28 de abril de 2009

Capítulo 29

Um dia de tensão

Mesmo à distância, ele continuava ligado à família. Recebia telefonemas de Vanessa. Prometia-lhe visitas, assim que ganhasse um dinheiro levaria um presente. Na manhã de 29 de novembro, Dalva relatou a Isabel um sonho em que o irmão surgiu deitado no chão. A pedido da mãe, foi ao Luiz de Camões, acompanhada por Eduan, o filho de sete anos. Não gostou do que viu. Um ambiente cinzento, atravessado por olhares de soslaio.
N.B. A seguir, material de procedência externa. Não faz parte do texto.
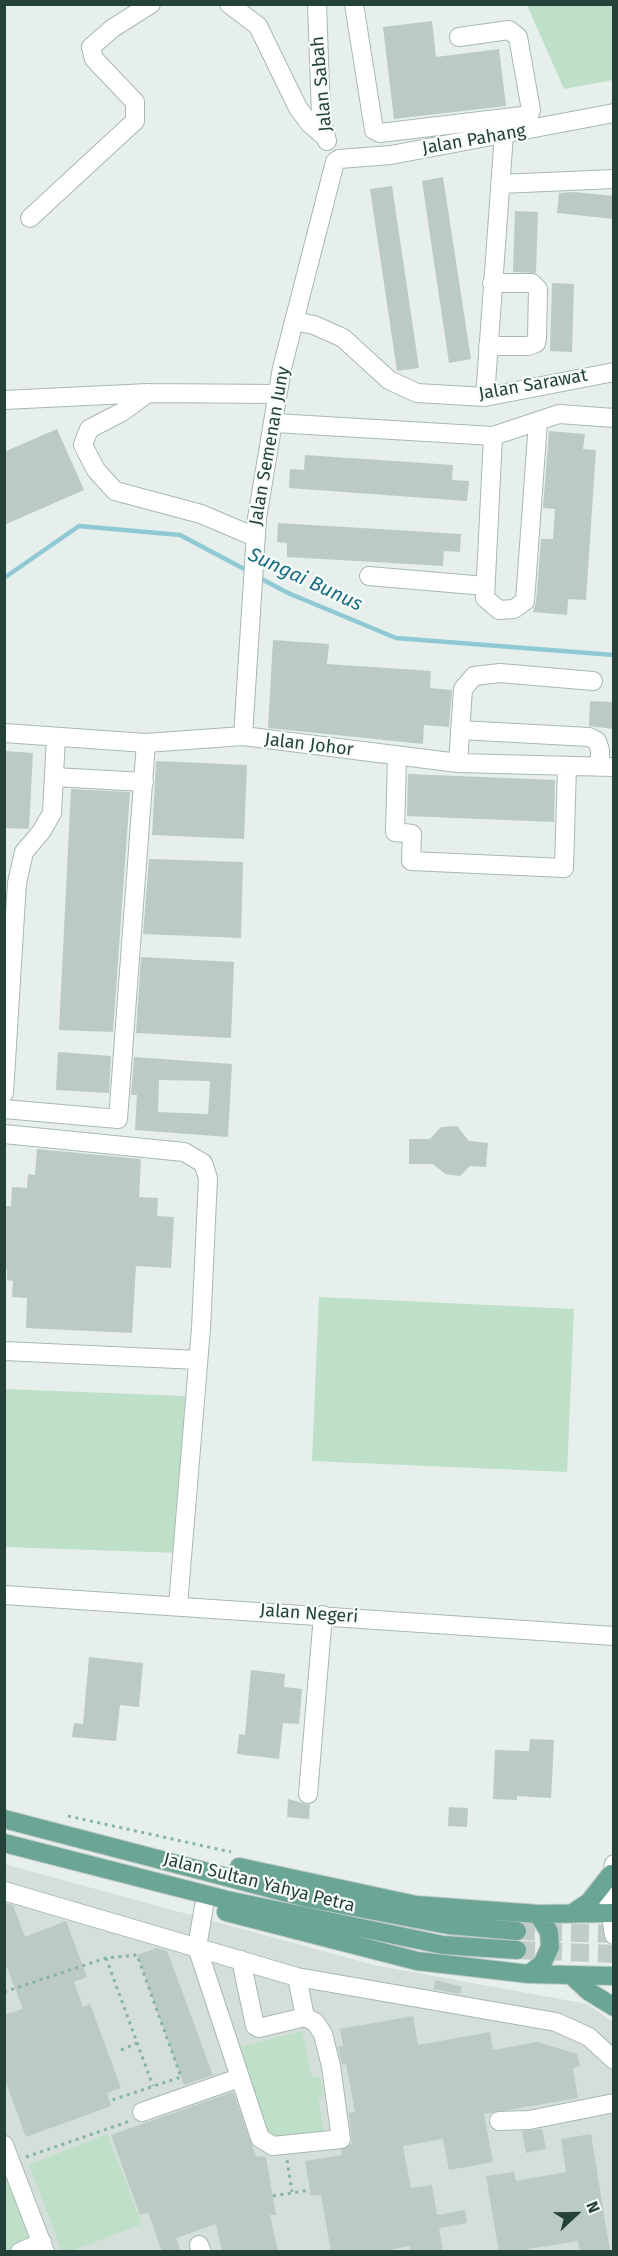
<!DOCTYPE html>
<html>
<head>
<meta charset="utf-8">
<style>
	body { margin:0 }
	#map { position:relative; width:618px; height:2256px; overflow:hidden; background:#e6efeb; font-family:"Fira Sans",sans-serif }
	canvas { display:block }
	.frame { position:absolute; inset:0; border:6px solid #24423a; pointer-events:none }
	.north { position:absolute; left:546px; top:2184px; width:60px; height:60px; -webkit-text-stroke:4px #f7fbf9; paint-order:stroke; rotate:68deg; font-size:16px; font-weight:700; line-height:24px; text-align:center; color:#24423a }
	.north::after { content:''; display:block; margin:auto; width:21px; height:27px; background:#24423a; clip-path:polygon(50% 0,100% 100%,50% 72%,0 100%) }
</style>
</head>
<body>
<div id="map">
<canvas width="618" height="2256"></canvas>
<div class="frame"></div>
<div class="north">N</div>
</div>
<script>
const context = document.querySelector('canvas').getContext('2d');
context.lineJoin = 'round';
function paint(path, color) { context.fillStyle = color; context.fill(path, 'evenodd'); }
const shape = rows => new Path2D(rows.map(r => 'M' + r).join(''));
function strokePath(path, color, width, dash) { context.strokeStyle = color; context.lineWidth = width; context.lineCap = dash ? 'butt' : 'round'; context.setLineDash(dash || []); context.stroke(path); }
function label(font, color, halo, rows, align = 'center') {
  context.font = font + ' "Fira Sans",sans-serif'; context.lineWidth = 4.5; context.setLineDash([]); context.textBaseline = 'middle'; context.strokeStyle = halo; context.fillStyle = color; for (const [text, x, y, turn = 0] of rows) {
    context.save(); context.translate(x, y); context.rotate((+turn || 0) * Math.PI / 180); context.textAlign = isNaN(turn) ? turn : align; if (halo) context.strokeText(text, 0, 0); context.fillText(text, 0, 0); context.restore();
  }
}
paint(shape([
	[4,1864,374,1965,587,2004,613,2022,613,2251,5,2251]
]), '#d4dfda');
paint(shape([
	[527,5,613,5,613,80,564,89],
	[319,1297,574,1309,567,1472,312,1461],
	[5,1389,185,1396,180,1553,5,1547],
	[302,2031,312,2077,320,2077,324,2097,318,2098,324,2132,274,2140,261,2133,236,2048],
	[107,2134,142,2224,71,2251,62,2251,29,2165],
	[5,2171,37,2238,5,2252]
]), '#bfe0c8');
strokePath(shape([
	[258,577,288,593,396,638,614,655],
	[4,578,79,526,180,535,248,571]
]), '#8ec9d4', 4.5);
paint(shape([
	[432,21,436,57,499,49,506,106,394,119,383,27],
	[443,177,471,359,449,363,422,181],
	[392,186,419,368,397,371,370,189],
	[574,192,614,196,614,219,557,213,559,193],
	[515,211,538,212,536,273,513,272],
	[552,283,574,284,572,352,550,351],
	[57,429,84,490,4,525,4,452],
	[549,431,585,434,583,449,596,450,586,600,568,599,567,615,533,612,536,602,541,539,553,539,555,509,543,508],
	[305,455,453,465,452,480,469,481,467,501,289,488,290,469,304,470],
	[278,523,461,534,460,552,444,551,443,566,287,557,287,543,277,542],
	[273,640,329,644,327,664,431,671,430,688,452,690,449,727,424,725,423,744,268,728],
	[590,701,614,702,614,729,589,726],
	[4,751,33,753,29,829,4,828],
	[156,761,247,765,244,839,152,835],
	[408,774,555,780,554,822,407,816],
	[71,789,130,792,113,1032,59,1030],
	[149,859,243,862,241,938,143,934],
	[141,957,234,962,231,1038,136,1033],
	[58,1052,111,1056,109,1093,56,1090],
	[134,1057,232,1064,228,1137,135,1130,137,1095,131,1095],
	[159,1080,210,1081,208,1114,158,1112],
	[457,1126,469,1141,488,1143,486,1167,470,1166,460,1176,445,1174,433,1164,409,1164,409,1139,430,1139,441,1127],
	[37,1149,141,1159,139,1197,158,1198,157,1216,174,1217,171,1268,136,1266,132,1333,26,1328,27,1298,12,1297,13,1281,7,1280,7,1269,4,1269,4,1206,11,1206,12,1187,27,1188,28,1174,35,1175],
	[89,1657,143,1663,139,1707,120,1705,116,1741,72,1737,74,1723,83,1724],
	[251,1670,285,1674,284,1687,302,1689,299,1724,283,1723,279,1759,237,1754,239,1734,245,1735],
	[530,1739,554,1740,551,1798,517,1796,517,1800,493,1799,495,1750,529,1751],
	[288,1799,310,1805,309,1819,287,1817],
	[449,1807,468,1808,467,1827,448,1826],
	[4,1903,13,1905,25,1937,66,1921,87,1977,74,1982,83,2007,90,2004,121,2088,107,2093,111,2106,26,2137,4,2077,4,2015,23,2009,4,1960],
	[157,1948,167,1951,213,2075,184,2085,137,1955],
	[436,1980,462,1987,460,1994,433,1989],
	[413,2016,418,2045,490,2032,493,2050,537,2042,577,2054,580,2066,573,2068,578,2098,484,2114,493,2162,449,2170,443,2139,403,2146,411,2188,432,2185,437,2215,465,2210,467,2223,439,2228,443,2252,411,2252,410,2246,376,2252,331,2252,321,2195,311,2196,305,2161,342,2155,341,2150,352,2143,349,2113,355,2112,346,2064,342,2065,338,2047,343,2046,340,2029],
	[233,2092,256,2156,266,2157,276,2215,270,2215,278,2252,222,2252,216,2224,176,2238,181,2252,162,2252,148,2212,140,2215,111,2135],
	[542,2129,546,2149,526,2153,522,2131],
	[591,2134,610,2252,580,2252,578,2241,528,2249,528,2252,499,2252,486,2176,514,2172,516,2181,566,2172,561,2139]
]), '#bbcac4');
strokePath(shape([
	[517,1931,614,1934],
	[517,1950,614,1954]
]), '#bfccc8', 18, [18, 9]);
const minor = shape([
	[229,4,258,26,298,108,310,124,325,137],
	[317,4,321,115,327,141],
	[354,4,374,130,380,133,522,116,523,131],
	[459,37,509,30,518,37,531,110,529,115,522,116],
	[335,162,339,159,391,155,614,113],
	[500,184,614,179],
	[30,218,135,121,135,102,94,59,91,47,113,28,151,4],
	[294,321,314,325,343,338,389,380,417,393,485,397,614,372],
	[488,346,528,346,536,343,537,338,538,289,532,283,492,283],
	[148,393,122,412,89,429,83,445,96,470,115,491,201,514,255,537],
	[485,397,504,134],
	[4,400,148,393,277,394],
	[275,423,493,436,559,414,614,418],
	[493,436,485,598,499,610,514,609,525,601,538,422],
	[369,576,485,586],
	[460,730,589,737,597,741,600,750,600,767],
	[4,733,146,743,243,736,458,763,614,767],
	[243,736,257,518,282,368,335,162],
	[397,756,395,832,412,834,411,861,564,868,567,766],
	[458,763,463,689,474,676,500,673,593,681],
	[54,777,144,782],
	[4,1093,17,883,24,852,41,832,52,813,56,737],
	[4,1109,118,1119,146,743],
	[4,1134,184,1152,203,1163,208,1178,201,1328,178,1605],
	[4,1351,198,1360],
	[4,1595,614,1636],
	[308,1794,323,1615],
	[614,1864,608,1898,614,1935],
	[4,1891,297,1977,556,2022,589,2037,614,2060],
	[204,1906,197,1947,260,2138,273,2146,341,2139,331,2066,323,2034,315,2022,305,2017],
	[241,1960,255,2026,259,2028,305,2017,297,1977],
	[142,2112,239,2078],
	[499,2121,529,2120,614,2103],
	[4,2145,45,2252],
	[199,2245,202,2252],
	[20,2252,42,2242]
]);
const major = shape([
	[4,1819,307,1898,448,1925,517,1931],
	[4,1843,227,1900,443,1945,517,1950],
	[239,1867,416,1905,538,1914,614,1913],
	[226,1912,417,1961,529,1974,614,1976],
	[571,1914,589,1902,611,1874],
	[529,1974,542,1964,550,1947,549,1932,538,1914],
	[572,1976,588,1991,614,2007]
]);
strokePath(minor, '#a8b8b2', 20);
strokePath(major, '#c2cac8', 20);
strokePath(shape([
	[68,1816,231,1852],
	[106,1958,153,2086],
	[4,1992,106,1958,137,1955,181,2077,109,2101],
	[121,2050,137,2043],
	[26,2157,130,2121],
	[287,2160,292,2192],
	[273,2196,310,2190]
]), '#86b3a5', 3, [3, 4.5]);
strokePath(minor, '#fff', 18);
strokePath(major, '#6aa596', 18);
label('18px', '#24423a', '#f7fbf9', [
	["Jalan Sabah",322,84,-95],
	["Jalan Pahang",474,140,-10],
	["Jalan Sarawat",533,385,-10],
	["Jalan Semenan Juny",270,446,-80],
	["Jalan Johor",309,745,7],
	["Jalan Negeri",309,1614,4],
	["Jalan Sultan Yahya Petra",259,1883,14]
]);
label('italic 20px', '#1c6f80', '#f7fbf9', [
	["Sungai Bunus",305,580,25]
]);
</script>
</body>
</html>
O porteiro lhe informou que o hóspede estava dormindo, e o fato de ter barrado a entrada de Dalva mereceu elogio de um homem que veio do fundo do hotel:

– Fez bem.

Nisso, toca o telefone da portaria. É Casé. Informado da presença da irmã, pede-lhe para comprar cigarros. Ela atravessa a rua, volta com dois maços de Continental e sobe um lance de escada. Percorre o apartamento com os olhos, vê sapatos enfileirados fora do armário e a mala sobre a cama. Observa o irmão: ele veste calça branca e camisa riscada de vermelho, está abatido, parece estar intranquilo e, fato raro, com a barba por fazer. Dalva tenta chegar à porta do banheiro, ele estica a mão e a impede de passar.

– Vai embora, Dalva. Não fique nem mais um minuto aqui com esse menino, por favor.


À tarde, com a mesma roupa, ele foi ao apartamento da mãe, na Vila Clementino. Ardia sobre um prato uma vela de sete dias acesa por dona Isabel.

– Você sumiu. O que aconteceu? – ela quis saber.

– Mãe, alguém andou me procurando? Ninguém pode saber que eu estou aqui.


Falava olhando para os lados, em movimentos nervosos. Foi até o fundo do apartamento, parecia fazer uma vistoria apressada.

– Tô com vontade de comer aquela abobrinha batidinha que a senhora faz. Tô até sentindo o cheiro.

Isabel se dispôs a ir para a cozinha. Não houve tempo. “Não deixe porta, janela, nada aberto”, ele recomendou, antes de descer cinco andares para atingir o térreo. Na rua, um táxi o aguardava.

***

A seu pedido, às 18 horas Mara chegou ao hotel. Ele a esperava na porta, queria jantar. No bar, pediu arroz, feijão, brócolis na manteiga e um bife pequeno. Comeu pouco. Enquanto a comida esfriava, Casé esforçava-se para confessar: estava amargurado, preocupado com a mãe; sentia-se mal. Pediu martíni e um limão partido, que salgou e chupou entre talagadas da bebida.

– Vamos para a minha casa – ela disse.

– Amanhã, sem falta, eu vou e fico por lá.

Passava das 23 horas. Mara voltou para São Bernardo, e ele, antes de se recolher, ficou na portaria do hotel com o recepcionista Arlindo. Assistiram pela tevê a um trecho do filme Holocausto.

Um comentário:

Tayrone Mandelli disse...

Já conhecia o trabalho do Casé, e cada vez que ouço, fico mais encantado com sua delicadesa de frasear, com sua criatividade ao improvisar,com seu timbre maravilhoso, não é como alguns saxofonistas americanos que ouço e fico intediado. Ele trata o saxofone com respeito e carinho, suas frases são bem colocadas e na linguagem do jazz e em qualquer tipo de linguagem. Gostaria que um trabalho como esse, tivesse o seu lugar de destaque no mundo, nem todos sabem de sua importância, muito menos os norte americanos que cantam seus óvos aos quatro ventos, tenho orgulho que esse "cara" com todo respeito é Brasileiro e que morreu muito cedo pela brutalidade de um imbecíl, Casé é um mostro sagrado do saxofone e um gênio da música no brasil, jamais tivemos um talento com tamanha grandesa.(desculpem os outros saxofonistas) mas ele abriu caminhos para todos nós.